I suspect, apropos deathpanels' remark about energy, that cheap fossil oil is less important than they think. Oil is useful to us because it's transportable, storable, convenient to burn, and has a high energy density. But we can manufacture the stuff from water and CO2 if we have to. It's an energy-intensive, expensive, lossy process, but it's do-able. Reasons we might want synthetic oil: aviation, basically. Ships can run on nuclear reactors, or sails. Trains can run on nuclear power, too -- that's how the French TGV network is energized. (Not reactors on trains: reactors in containment domes powering a grid that powers an electrified railway network.) Automobiles for local transport can run on batteries. The only thing that really needs oil is a vehicle that travels off-grid, can't run on environmental energy sources such as wind power, and is too light to carry the shielding for a nuclear reactor.
posted by cstross at 4:57 AM on November 10, 2012 [3 favorites]


My neighbor who claims to be a time traveler from the far, far future has never offered me any proof of his claims, and when I press him for proof usually says something like "Come back when you have a spare half-billion dollars."

He has perfected the wearing of a unique kind of knowing, condescending smirk. Whether that's an affectation or not, it does tend to make people (me included) want to punch him.
posted by JHarris at 9:35 AM on November 10, 2012 [2 favorites]


The only thing that really needs oil is a vehicle that travels off-grid, can't run on environmental energy sources such as wind power, and is too light to carry the shielding for a nuclear reactor.

I once read a speculative white paper on powering planes using lasers from solar power satellites (SPS).
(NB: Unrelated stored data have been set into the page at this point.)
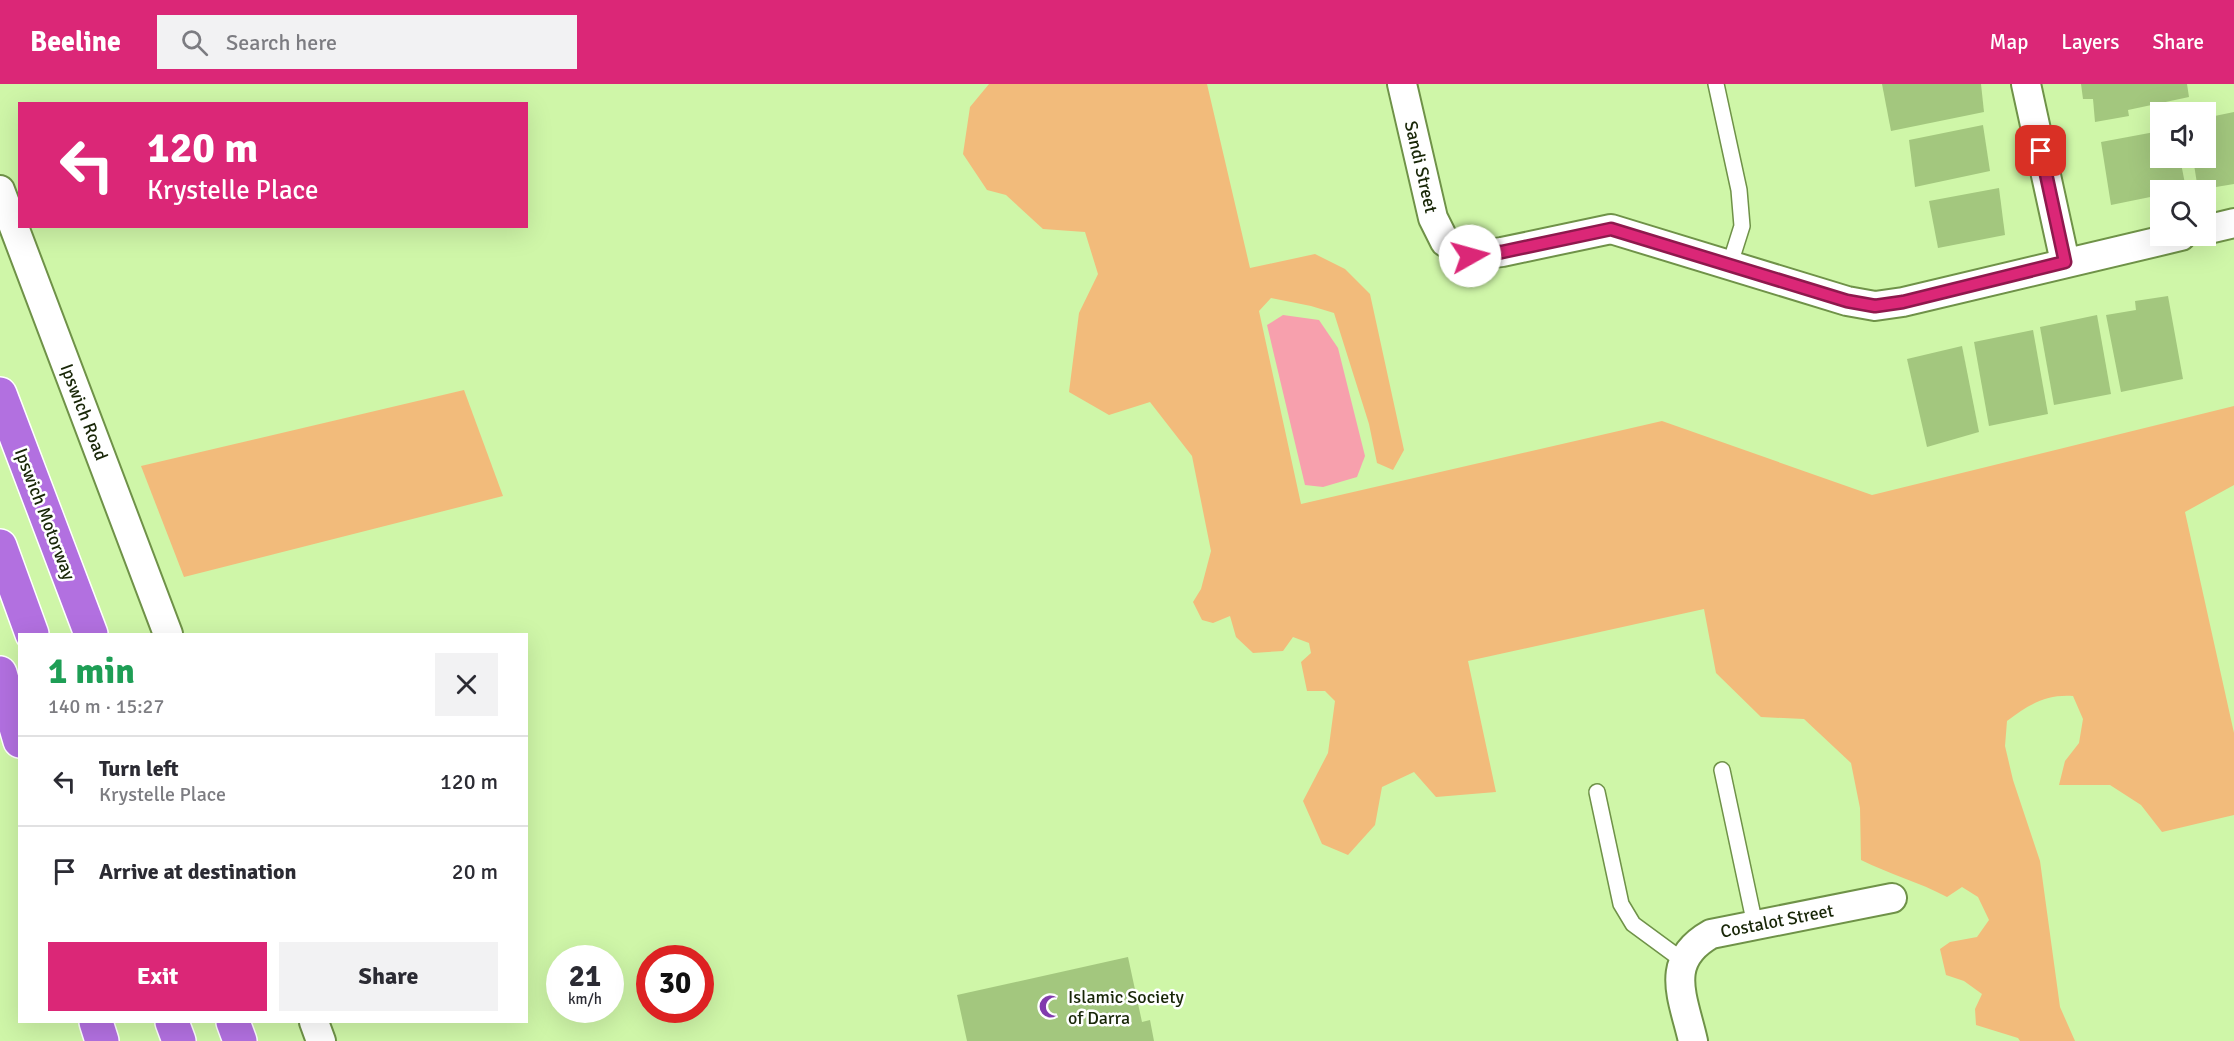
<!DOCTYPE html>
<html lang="en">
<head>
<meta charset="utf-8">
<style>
	:root { --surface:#fff; --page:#f2f2f3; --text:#2b2b33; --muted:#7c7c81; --line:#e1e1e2; --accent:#db2777 }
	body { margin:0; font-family:Signika,sans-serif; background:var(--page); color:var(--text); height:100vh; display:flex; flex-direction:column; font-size:22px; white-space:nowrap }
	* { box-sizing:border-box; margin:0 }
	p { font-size:20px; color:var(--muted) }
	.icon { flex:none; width:33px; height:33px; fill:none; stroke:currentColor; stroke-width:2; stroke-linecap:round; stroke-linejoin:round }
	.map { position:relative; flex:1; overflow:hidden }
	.details { position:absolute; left:18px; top:549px; width:510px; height:390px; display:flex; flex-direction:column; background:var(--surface); border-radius:0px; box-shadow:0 6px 24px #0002 }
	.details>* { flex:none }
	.hud { position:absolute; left:18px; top:18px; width:510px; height:126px; border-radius:0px; box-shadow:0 6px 24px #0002; background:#db2777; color:#fff; overflow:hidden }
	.tools { position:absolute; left:2150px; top:18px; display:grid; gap:12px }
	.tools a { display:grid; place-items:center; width:66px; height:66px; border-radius:0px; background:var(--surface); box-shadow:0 6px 24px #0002; font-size:30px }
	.speed { position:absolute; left:546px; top:861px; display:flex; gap:12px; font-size:30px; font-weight:700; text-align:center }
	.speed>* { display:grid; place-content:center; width:78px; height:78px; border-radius:50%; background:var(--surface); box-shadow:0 6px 24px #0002; line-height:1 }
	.speed small { font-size:15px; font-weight:400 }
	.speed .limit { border:9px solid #d22; background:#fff; color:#111 }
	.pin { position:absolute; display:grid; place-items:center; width:51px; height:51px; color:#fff; margin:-26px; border-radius:12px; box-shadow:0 3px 9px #0006 }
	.me { position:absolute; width:66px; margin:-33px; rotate:83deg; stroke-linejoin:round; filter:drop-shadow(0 0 4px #0008) }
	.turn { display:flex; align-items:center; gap:21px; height:126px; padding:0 30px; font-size:27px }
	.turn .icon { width:78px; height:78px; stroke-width:2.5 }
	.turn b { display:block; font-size:42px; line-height:51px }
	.round { display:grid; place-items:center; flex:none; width:63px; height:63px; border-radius:0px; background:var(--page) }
	.headline { display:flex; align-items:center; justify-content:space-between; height:102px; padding:0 30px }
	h1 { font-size:36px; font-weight:700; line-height:45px; color:#1e9e55 }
	.primary-button { display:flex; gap:12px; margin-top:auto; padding:12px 30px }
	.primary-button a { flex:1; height:69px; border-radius:0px; background:var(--accent); color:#fff; font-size:24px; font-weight:700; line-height:69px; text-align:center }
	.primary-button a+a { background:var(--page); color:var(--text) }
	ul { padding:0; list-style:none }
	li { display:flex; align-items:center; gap:18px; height:90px; padding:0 30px; border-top:2px solid var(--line) }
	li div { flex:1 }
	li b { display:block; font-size:22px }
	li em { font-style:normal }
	header { display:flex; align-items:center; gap:36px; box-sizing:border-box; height:84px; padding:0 30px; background:var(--accent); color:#fff }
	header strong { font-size:28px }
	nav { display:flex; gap:33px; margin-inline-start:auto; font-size:21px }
	.search { width:420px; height:54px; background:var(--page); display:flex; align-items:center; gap:15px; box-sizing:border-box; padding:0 21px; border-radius:0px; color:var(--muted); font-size:22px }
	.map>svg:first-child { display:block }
	.green { fill:#f2bb7b }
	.water { fill:#f7a0ad }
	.building { fill:#a3c77e }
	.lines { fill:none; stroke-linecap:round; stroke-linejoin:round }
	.lane-casing { stroke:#6f9248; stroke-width:18 }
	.street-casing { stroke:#6f9248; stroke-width:32 }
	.highway-casing { stroke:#fff; stroke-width:36 }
	.lane { stroke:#fff; stroke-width:15 }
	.street { stroke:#fff; stroke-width:28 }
	.highway { stroke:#b270e0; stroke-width:33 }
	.route-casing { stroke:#8e194d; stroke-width:15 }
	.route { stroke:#db2777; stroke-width:10 }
	.labels { text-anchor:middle; stroke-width:5; stroke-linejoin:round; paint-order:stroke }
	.street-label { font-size:18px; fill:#182607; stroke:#fff }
	.poi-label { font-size:18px; fill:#182607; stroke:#fff; text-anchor:start }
</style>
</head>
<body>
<header>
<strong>Beeline</strong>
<div class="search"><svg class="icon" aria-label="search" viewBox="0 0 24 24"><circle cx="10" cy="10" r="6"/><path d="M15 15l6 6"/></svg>Search here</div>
<nav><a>Map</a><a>Layers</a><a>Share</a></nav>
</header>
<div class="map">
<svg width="2234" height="957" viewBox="0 0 2234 957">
	<rect width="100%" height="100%" fill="#cff6a8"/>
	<!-- green -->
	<g class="green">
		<path d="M989,0h218l43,184 65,-14 30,15 25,25 34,156 -11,20 -16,-7 -8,-39 -35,-111 -23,-7 -40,-8 -12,13 42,193 361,-83 210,74 362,-89v79l-49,27 49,221v82l-72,17 -21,-27 -31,-20h-51l6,-24 14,-18 4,-24 -10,-23c-27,-2 -45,9 -66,25l-2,25 8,34 27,81 20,146 15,34h-55l-2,-3 -42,-13 -1,-16 7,-15 -18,-13 -18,-6 -6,-26 10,-7 27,-5 12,-17 -11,-23 -16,-10 -15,10c-28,-15 -58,-23 -86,-37l-1,-52 -9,-45 -47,-44 -43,-2 -45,-44 -12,-64 -236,52 28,131 -60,5 -22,-25 -32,15 -7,38 -27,30 -26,-11 -19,-43 25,-48 7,-52 -10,-10h-18l-6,-29 10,-9 -2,-10 -16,-6 -10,14 -30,2 -17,-16 -6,-21 -17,7 -11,-3 -9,-18 8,-13 10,-38 -19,-95 -42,-54 -41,13 -40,-23 10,-79 19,-39 -13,-42 -42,-3 -37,-34 -19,-5 -24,-36 7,-47z"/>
		<polygon points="464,306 503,412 184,493 141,382"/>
	</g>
	<!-- water -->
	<polygon class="water" points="1283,231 1319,236 1338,264 1365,372 1357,393 1323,403 1305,401 1267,241"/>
	<!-- building -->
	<g class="building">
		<polygon points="1882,0 1981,0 1984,28 1891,47"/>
		<polygon points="2081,0 2187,0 2189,13 2128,26 2129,32 2095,38 2093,15 2083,15"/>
		<polygon points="2234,28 2234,100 2198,106 2193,74 2205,74 2205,34"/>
		<polygon points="1983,41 1990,87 1915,103 1909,56"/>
		<polygon points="2160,47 2160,74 2180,74 2186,105 2160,106 2160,111 2111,121 2101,58"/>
		<polygon points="1999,104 2005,151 1938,164 1929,117"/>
		<polygon points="2168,212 2183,295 2121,308 2106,231 2136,226 2135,217"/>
		<polygon points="2097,231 2111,310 2054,321 2040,243"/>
		<polygon points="2033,246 2048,330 1989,342 1974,258"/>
		<polygon points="1962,262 1979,348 1927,363 1907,275"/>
		<polygon points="1128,873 1142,938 1150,936 1154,957 967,957 957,911"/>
	</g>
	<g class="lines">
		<defs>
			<g id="lane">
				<polyline points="1716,0 1739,106 1742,142 1730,180"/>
				<polyline points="1722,686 1755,841"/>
				<polyline points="1597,708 1621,820 1633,840 1682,876"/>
			</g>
			<g id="street">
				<polyline points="1402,0 1433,134 1445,158 1471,172 1502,168 1611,145 1847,217 1875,222 1903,218 2181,152"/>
				<polyline points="2026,0 2065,178"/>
				<polyline points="0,106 168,550"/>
				<polyline points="2205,146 2234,139"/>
				<polyline points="314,938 321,957"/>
				<path d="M1693,957c-10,-44 -30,-80 18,-107l181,-36"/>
			</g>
			<g id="highway">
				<polyline points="0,310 91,550"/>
				<polyline points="0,462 32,550"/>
				<polyline points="0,589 20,657"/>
				<polyline points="96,938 102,957"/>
				<polyline points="172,938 179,957"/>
				<polyline points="233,938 240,957"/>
			</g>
		</defs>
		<!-- lane casing -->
		<use href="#lane" class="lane-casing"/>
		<!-- street casing -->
		<use href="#street" class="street-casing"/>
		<!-- highway casing -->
		<use href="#highway" class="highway-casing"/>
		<!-- lane -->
		<use href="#lane" class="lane"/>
		<!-- street -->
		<use href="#street" class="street"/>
		<!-- highway -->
		<use href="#highway" class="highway"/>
	</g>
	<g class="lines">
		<defs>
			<polyline id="route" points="1470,172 1502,168 1611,145 1847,217 1875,222 1903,218 2065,178 2041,67"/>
		</defs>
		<!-- route casing -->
		<use href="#route" class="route-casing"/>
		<!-- route -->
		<use href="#route" class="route"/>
	</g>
	<!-- icons -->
	<defs>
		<symbol id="mosque-bare" viewBox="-9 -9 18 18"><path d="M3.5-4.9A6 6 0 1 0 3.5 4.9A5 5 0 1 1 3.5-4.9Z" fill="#813bad" stroke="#fff" stroke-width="2.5" paint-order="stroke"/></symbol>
	</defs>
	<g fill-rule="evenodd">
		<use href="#mosque-bare" x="1034" y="906" width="33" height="33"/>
	</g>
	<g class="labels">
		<!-- street labels -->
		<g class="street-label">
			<text transform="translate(1421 83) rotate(77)" y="6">Sandi Street</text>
			<text transform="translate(84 328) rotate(69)" y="6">Ipswich Road</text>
			<text transform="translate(45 430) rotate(69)" y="6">Ipswich Motorway</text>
			<text transform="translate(1777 837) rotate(-11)" y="6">Costalot Street</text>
		</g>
		<!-- poi labels -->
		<g class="poi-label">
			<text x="1068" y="919">Islamic Society<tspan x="1068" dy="21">of Darra</tspan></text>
		</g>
	</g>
</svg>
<div class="tools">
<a><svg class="icon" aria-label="sound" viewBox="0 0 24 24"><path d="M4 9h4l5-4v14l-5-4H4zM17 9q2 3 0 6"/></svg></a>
<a><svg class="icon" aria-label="search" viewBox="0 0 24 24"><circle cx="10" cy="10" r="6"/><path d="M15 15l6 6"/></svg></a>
</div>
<div class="speed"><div>21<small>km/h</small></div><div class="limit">30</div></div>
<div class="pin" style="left:2041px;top:67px;background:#d93025"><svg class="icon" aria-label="arrive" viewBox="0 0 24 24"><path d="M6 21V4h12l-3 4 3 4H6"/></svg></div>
<svg class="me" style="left:1470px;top:172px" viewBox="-20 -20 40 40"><circle r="19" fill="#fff"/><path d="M0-13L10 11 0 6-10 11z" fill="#db2777"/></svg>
<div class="hud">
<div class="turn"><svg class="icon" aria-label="left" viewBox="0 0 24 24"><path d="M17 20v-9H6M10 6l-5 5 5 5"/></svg><div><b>120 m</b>Krystelle Place</div></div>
</div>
<section class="details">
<div class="headline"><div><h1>1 min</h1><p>140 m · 15:27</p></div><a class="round"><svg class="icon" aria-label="close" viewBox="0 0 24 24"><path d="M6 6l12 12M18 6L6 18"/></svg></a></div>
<ul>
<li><svg class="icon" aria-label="left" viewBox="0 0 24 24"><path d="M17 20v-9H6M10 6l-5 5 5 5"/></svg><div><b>Turn left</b><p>Krystelle Place</p></div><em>120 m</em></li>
<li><svg class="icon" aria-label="arrive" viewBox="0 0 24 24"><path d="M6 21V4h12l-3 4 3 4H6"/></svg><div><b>Arrive at destination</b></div><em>20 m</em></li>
</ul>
<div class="primary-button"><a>Exit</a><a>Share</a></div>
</section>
</div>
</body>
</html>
SPS's are one of the killer apps like fusion power that once they are figured out will change the world in ways that can't be predicted-like the car and integrated circuits did and continue to do. So far human ingenuity has gotten us by (usually by the skin of our teeth-but still by).

There are several trends in a good direction such as the birth rate soon dropping below the replacement rate, human society trending towards peace and prosperity, and as societies get past a certain material well being threshold taking increasing notice and stewardship of the environment. Be of good cheer, despair is a sin and realize that small incremental change is the best way and that can be guided and usually provide a payoff in the short and long term.
posted by bartonlong at 10:14 AM on November 10, 2012


My neighbor who claims to be a time traveler from the far, far future has never offered me any proof of his claims, and when I press him for proof usually says something like "Come back when you have a spare half-billion dollars."

Ask him to set up a bank account for you with a few million dollars back in 1912. You'll pay him back sometime later this year.